CPS Week Five

ArtReview founded in 1949 is one of the world’s leading art magazines. Relesing nine issues a year, two of which have a specific issue or topic they focus on the magazine is released throughout Europe, Asia-Pacific, and the Americas. Alongside its sister publication, ArtReview touches on a wide variety of article types such as commentary of the art world, reviews, and interesting takes on artists and their bodies of work. As of November 2nd 2021, ArtReview has #140 published issues, selling in the approximate bracket of Β£6-Β£9 for a signal issue and approximately Β£84 for a year-long subscription.
The article I decided to focus on was ‘Why now, man?’ written by Jonathan T.D Neil from the October 2018. The article focuses on Bruce Nauman, failure, trauma, race and privilege.
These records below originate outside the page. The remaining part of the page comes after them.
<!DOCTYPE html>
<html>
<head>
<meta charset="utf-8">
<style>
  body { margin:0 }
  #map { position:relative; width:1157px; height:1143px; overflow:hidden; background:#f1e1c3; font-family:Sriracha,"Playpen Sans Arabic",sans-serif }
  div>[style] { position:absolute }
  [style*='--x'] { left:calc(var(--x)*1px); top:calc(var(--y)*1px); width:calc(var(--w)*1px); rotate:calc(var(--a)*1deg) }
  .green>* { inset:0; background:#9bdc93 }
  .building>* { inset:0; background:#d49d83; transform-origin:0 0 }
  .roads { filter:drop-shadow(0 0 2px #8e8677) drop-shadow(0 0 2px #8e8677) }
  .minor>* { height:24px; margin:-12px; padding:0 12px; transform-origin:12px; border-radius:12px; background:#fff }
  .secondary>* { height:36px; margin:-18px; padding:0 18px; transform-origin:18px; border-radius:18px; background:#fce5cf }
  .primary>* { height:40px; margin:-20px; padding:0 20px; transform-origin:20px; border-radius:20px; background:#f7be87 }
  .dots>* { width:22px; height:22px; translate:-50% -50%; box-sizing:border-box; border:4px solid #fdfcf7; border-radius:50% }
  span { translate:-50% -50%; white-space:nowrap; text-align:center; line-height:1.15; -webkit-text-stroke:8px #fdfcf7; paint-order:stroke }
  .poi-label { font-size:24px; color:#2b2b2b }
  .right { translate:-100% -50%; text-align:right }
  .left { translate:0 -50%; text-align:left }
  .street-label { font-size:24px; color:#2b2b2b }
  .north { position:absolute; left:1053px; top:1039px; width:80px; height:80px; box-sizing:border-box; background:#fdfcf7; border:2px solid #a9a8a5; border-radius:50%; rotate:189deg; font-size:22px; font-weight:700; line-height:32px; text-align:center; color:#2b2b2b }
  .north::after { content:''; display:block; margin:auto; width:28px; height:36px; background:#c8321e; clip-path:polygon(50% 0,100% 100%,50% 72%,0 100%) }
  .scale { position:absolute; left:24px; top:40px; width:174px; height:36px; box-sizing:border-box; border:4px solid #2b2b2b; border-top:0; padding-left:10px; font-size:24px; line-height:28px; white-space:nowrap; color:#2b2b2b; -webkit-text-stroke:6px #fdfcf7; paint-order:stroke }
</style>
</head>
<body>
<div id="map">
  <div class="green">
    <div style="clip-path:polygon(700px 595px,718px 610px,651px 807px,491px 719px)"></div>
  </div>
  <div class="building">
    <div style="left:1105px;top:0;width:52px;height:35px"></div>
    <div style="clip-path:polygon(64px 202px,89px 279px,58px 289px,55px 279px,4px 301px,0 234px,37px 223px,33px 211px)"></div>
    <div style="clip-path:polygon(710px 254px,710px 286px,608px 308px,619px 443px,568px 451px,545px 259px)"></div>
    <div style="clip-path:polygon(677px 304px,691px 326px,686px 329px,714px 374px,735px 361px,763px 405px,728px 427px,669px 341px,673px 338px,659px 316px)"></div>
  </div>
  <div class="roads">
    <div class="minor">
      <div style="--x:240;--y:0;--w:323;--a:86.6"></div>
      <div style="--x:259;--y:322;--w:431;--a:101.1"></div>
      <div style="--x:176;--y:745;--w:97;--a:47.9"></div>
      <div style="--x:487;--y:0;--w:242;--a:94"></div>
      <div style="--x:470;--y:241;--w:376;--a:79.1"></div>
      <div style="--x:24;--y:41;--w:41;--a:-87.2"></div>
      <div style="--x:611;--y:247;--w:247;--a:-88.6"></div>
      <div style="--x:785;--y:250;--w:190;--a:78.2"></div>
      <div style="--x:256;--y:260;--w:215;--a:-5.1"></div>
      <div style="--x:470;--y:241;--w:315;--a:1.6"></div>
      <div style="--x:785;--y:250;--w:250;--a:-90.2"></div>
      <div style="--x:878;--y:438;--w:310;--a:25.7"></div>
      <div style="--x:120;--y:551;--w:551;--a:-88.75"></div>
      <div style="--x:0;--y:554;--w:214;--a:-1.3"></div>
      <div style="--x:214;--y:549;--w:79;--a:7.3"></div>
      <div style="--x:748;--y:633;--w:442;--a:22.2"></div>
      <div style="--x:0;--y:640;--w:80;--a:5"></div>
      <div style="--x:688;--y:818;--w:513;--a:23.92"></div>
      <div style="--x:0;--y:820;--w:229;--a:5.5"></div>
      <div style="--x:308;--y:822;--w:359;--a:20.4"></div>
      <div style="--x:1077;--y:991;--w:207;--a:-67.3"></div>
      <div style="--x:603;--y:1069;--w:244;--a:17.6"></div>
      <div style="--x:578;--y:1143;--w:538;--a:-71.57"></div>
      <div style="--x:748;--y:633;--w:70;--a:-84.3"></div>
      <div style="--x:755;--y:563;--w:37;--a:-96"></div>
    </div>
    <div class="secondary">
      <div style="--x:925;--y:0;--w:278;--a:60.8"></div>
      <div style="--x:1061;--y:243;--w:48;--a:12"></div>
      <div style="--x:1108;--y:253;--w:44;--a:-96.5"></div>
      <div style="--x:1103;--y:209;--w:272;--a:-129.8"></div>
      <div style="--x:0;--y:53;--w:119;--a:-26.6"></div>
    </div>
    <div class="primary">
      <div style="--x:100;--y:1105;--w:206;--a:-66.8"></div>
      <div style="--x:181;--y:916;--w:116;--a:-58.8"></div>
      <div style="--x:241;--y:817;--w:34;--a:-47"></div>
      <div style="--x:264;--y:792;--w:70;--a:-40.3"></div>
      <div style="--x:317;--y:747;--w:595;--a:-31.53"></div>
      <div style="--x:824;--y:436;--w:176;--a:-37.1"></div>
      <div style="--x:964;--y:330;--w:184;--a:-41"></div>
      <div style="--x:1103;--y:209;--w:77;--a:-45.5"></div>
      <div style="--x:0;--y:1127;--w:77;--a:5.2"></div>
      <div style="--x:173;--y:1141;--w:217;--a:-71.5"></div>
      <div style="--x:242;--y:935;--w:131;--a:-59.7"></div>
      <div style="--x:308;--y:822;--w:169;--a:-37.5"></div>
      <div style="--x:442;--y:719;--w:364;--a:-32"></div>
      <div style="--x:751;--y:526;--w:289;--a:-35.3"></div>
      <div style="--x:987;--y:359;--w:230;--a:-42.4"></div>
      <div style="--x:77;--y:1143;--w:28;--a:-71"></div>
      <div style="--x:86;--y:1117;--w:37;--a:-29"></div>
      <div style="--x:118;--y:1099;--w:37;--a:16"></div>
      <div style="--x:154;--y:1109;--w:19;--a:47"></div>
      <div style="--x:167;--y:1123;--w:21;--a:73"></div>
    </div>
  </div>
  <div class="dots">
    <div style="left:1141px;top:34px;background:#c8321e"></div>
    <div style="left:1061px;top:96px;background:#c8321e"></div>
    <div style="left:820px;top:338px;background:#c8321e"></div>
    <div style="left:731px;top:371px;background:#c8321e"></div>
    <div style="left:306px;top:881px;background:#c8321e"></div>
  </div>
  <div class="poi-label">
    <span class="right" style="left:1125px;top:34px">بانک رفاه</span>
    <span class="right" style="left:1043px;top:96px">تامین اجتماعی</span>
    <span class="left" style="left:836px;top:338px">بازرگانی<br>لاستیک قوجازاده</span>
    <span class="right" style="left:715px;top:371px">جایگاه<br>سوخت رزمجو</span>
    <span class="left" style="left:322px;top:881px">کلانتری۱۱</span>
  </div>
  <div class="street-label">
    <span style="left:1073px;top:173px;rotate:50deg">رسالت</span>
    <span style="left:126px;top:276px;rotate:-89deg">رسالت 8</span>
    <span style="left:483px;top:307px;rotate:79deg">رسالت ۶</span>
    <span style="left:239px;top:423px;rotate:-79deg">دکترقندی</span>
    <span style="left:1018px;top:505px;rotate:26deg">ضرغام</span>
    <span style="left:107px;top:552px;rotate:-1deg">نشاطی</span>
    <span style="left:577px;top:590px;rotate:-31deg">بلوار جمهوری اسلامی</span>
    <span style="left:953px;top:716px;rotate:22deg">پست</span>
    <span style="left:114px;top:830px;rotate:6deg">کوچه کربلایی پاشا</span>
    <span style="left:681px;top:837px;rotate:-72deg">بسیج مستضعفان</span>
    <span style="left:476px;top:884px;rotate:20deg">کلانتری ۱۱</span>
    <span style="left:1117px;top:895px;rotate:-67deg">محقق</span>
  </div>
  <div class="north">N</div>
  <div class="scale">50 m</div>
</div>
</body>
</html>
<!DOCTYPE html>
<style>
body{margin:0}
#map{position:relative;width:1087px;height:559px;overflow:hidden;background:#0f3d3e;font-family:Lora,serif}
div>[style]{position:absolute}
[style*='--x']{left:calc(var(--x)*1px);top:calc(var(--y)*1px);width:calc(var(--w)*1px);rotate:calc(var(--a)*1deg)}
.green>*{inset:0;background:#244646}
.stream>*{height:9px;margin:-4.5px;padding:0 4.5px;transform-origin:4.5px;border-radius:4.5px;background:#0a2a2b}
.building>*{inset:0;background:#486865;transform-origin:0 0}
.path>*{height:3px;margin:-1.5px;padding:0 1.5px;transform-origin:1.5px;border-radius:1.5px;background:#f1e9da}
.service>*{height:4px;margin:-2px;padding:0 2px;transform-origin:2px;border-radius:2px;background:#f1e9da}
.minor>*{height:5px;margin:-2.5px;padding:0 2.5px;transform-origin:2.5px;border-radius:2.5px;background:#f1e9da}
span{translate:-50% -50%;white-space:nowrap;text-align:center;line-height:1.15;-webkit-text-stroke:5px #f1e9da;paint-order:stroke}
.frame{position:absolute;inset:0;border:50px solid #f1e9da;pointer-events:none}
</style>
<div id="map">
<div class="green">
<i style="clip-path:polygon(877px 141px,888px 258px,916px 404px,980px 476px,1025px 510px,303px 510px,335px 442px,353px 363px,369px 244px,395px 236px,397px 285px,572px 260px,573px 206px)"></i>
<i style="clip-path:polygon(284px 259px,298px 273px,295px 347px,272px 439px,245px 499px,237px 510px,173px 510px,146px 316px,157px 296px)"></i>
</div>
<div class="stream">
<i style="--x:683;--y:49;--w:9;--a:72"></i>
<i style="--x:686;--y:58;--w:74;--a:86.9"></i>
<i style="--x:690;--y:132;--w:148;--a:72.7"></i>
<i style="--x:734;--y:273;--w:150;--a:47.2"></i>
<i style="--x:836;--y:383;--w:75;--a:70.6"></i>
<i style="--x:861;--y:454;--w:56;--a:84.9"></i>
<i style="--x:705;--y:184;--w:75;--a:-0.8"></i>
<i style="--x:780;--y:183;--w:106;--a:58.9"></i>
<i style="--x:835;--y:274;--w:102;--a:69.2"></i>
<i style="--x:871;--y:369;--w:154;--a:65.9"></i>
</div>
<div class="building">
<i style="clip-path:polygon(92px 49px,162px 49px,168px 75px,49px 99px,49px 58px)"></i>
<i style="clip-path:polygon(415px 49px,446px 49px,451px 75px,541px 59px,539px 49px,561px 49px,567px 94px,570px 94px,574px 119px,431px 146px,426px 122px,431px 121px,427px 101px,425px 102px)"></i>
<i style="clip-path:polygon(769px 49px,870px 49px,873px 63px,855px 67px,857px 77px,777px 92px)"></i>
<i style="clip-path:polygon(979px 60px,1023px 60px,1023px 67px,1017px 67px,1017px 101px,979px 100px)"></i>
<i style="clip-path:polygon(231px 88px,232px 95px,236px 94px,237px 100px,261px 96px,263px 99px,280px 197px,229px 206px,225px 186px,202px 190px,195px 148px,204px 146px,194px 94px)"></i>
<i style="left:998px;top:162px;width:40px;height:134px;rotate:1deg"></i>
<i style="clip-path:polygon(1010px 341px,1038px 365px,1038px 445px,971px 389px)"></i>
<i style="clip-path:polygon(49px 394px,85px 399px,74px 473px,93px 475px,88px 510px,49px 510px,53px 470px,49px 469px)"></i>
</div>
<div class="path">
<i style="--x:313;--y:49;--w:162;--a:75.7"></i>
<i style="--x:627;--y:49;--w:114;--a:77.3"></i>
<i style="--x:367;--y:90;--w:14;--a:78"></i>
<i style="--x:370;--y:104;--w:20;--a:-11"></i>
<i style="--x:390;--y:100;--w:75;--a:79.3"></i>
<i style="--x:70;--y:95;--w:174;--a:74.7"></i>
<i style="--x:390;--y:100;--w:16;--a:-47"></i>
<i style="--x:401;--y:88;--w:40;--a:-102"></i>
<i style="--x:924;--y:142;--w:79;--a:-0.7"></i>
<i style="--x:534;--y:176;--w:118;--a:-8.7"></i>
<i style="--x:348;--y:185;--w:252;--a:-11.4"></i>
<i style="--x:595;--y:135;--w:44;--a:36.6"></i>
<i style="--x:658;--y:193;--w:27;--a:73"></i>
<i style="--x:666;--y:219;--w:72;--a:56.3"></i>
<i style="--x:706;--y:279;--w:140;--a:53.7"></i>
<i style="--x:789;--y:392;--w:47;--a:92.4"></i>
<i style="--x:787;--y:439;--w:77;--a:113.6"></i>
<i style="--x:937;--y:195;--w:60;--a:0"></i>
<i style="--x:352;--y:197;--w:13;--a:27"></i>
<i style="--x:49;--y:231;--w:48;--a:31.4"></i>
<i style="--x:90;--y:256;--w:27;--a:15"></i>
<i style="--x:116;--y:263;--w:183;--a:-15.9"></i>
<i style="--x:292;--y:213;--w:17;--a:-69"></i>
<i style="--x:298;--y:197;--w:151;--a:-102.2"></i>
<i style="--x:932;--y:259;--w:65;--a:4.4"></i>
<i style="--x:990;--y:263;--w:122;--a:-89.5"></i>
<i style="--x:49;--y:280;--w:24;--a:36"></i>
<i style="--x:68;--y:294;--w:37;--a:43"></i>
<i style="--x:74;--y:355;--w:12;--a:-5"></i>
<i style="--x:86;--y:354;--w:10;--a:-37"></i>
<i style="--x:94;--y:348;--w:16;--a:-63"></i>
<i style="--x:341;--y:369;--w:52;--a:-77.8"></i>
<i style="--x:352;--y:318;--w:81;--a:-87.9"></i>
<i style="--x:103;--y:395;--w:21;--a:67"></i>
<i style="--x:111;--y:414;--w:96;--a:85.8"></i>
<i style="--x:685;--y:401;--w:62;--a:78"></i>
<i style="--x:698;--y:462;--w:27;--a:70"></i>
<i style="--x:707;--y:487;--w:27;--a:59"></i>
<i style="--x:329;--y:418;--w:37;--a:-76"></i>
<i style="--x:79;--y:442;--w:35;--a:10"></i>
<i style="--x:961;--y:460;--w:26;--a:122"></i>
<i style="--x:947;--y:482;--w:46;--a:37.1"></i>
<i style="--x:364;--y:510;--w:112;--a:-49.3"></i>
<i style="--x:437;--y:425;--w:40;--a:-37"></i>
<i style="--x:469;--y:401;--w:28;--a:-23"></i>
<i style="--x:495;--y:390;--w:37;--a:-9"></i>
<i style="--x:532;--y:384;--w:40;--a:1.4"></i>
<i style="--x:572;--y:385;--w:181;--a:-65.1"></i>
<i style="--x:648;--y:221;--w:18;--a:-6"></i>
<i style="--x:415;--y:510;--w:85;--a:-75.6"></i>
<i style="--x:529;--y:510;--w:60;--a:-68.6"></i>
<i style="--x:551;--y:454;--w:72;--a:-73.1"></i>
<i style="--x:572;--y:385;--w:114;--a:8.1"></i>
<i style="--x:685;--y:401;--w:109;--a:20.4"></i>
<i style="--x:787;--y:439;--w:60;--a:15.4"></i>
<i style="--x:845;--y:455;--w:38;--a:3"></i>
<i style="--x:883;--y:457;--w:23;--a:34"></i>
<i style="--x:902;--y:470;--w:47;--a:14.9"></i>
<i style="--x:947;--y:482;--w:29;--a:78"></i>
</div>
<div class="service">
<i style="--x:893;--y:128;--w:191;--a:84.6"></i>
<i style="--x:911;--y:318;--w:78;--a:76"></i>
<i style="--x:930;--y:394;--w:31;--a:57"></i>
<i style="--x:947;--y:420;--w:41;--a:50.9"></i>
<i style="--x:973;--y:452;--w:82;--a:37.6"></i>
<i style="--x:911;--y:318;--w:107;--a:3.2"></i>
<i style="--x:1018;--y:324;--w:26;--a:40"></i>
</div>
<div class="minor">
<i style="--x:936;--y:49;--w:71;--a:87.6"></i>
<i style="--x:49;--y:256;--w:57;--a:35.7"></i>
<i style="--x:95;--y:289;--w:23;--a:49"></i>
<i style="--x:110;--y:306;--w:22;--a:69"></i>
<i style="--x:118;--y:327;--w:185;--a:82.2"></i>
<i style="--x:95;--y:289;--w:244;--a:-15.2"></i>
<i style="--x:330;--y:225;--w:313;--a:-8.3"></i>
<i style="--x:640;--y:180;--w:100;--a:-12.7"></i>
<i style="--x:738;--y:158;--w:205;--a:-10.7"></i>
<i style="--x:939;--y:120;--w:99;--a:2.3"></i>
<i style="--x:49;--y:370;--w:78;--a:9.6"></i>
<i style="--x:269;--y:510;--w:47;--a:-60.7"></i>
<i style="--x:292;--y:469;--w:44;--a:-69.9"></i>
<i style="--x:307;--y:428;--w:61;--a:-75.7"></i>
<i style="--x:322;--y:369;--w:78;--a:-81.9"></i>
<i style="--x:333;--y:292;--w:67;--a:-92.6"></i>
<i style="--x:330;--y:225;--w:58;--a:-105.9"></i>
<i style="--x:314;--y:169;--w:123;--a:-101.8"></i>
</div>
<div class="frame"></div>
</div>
The author, Jonathan T.D Neil currently based in Los Angels, CA is the co-founder for Inversion Art and was the editor for ArtReview 2016-2018. Neil also has a website with the header “Consecutive Matters” which is filled with informal collection of his unfinished works.
The article begins discussing the contemporary artist Bruce Nauman and his infamous work and the fact ‘no other artist has so consistently defied the pull of a recognisable style’. Currently 79 years old Naumen’s vast portfolio ranges from sculpture, film, performance, video, photography, installation and almost any other genre. The article references one time deputy director and now Rauschenberg Foundation executive director Kathy Halbreich,’one of Nauman’s devotees’. Halbreich organised one of Nauman’s retrospective exhibitions wrote in her introductory essay to the catalogue ‘surprised-really sideswiped me’ in reference to Nauman’s practice.

Included in the article is a still taken from Nauman’s Walking in an Exaggerated Manner Around the Perimeter of a Square. The ten minute video shows Nauman doing exactly as the title states. The square on the floor is marked out with masking tape and even though his moves are overemphasised he still steps carefully around the shape. The inclusion of this piece within the article was very deliberate as I feel it describes Nauman and his practice in a very concise manner. It epitomises Nauman’s work, making it a good starting point to discuss the artists fundamental believes and practices and is seen as one of his iconic studio works alongside Walk with Contraposto (1968). Much like Walking in an Exaggerated Manner Around the Perimeter of a Square, in Walk with Contrapposto Nauman walks moves through the space whilst the camera is in a fixed position. He poses with each step he takes. “You couldn’t see the rest of the studio, and my head was cut off most of the time. … In most of the pieces I made [in 1969] you could see only the back of my head, pictures from the back or from the top.” said Nauman while talking about the piece. (Quote from https://www.eai.org/titles/walk-with-contrapposto)

What is trauma except failure by another name – failure to represent, failure to incorporate, failure to work through and to sublimate.
Why now, man? Jonathan T.D. Neil
In talking about Nauman, Neil brings up the point of Nauman’s privilege and the advances he has being a white male. The American choreographer, company director, writer, visual artist and a conceptualist, Ralph Lemon addresses the politics of Nauman’s 1968 Wall-Floor Positions video by stating ‘Here was a particular projection of white-male autonomy taking place concurrently with the exigencies of black civil rights movement, with this culturally defined lack of autonomy… I try to imagine a black body in an art studio, in the United States, in 1965… I cannot imagine it.’. Lemon did his own take on the piece Wall-Floor Positions but with two black live performers instead. It also should be noted that Neil is a white male author so even though he was able to reflect on the privilege Nauman has he would not be able to relate or truly understand the struggle and weight of the work by Lemon.

In conclusion I found Neil’s take on Nauman very interesting. Neil almost questions Nauman’s position within the art world and highlights points that are often overlooked especially by Nauman’s fans. It was intriguing how Neil’s chose of language often seemed to be abrasive and dismissive of Nauman’s beliefs.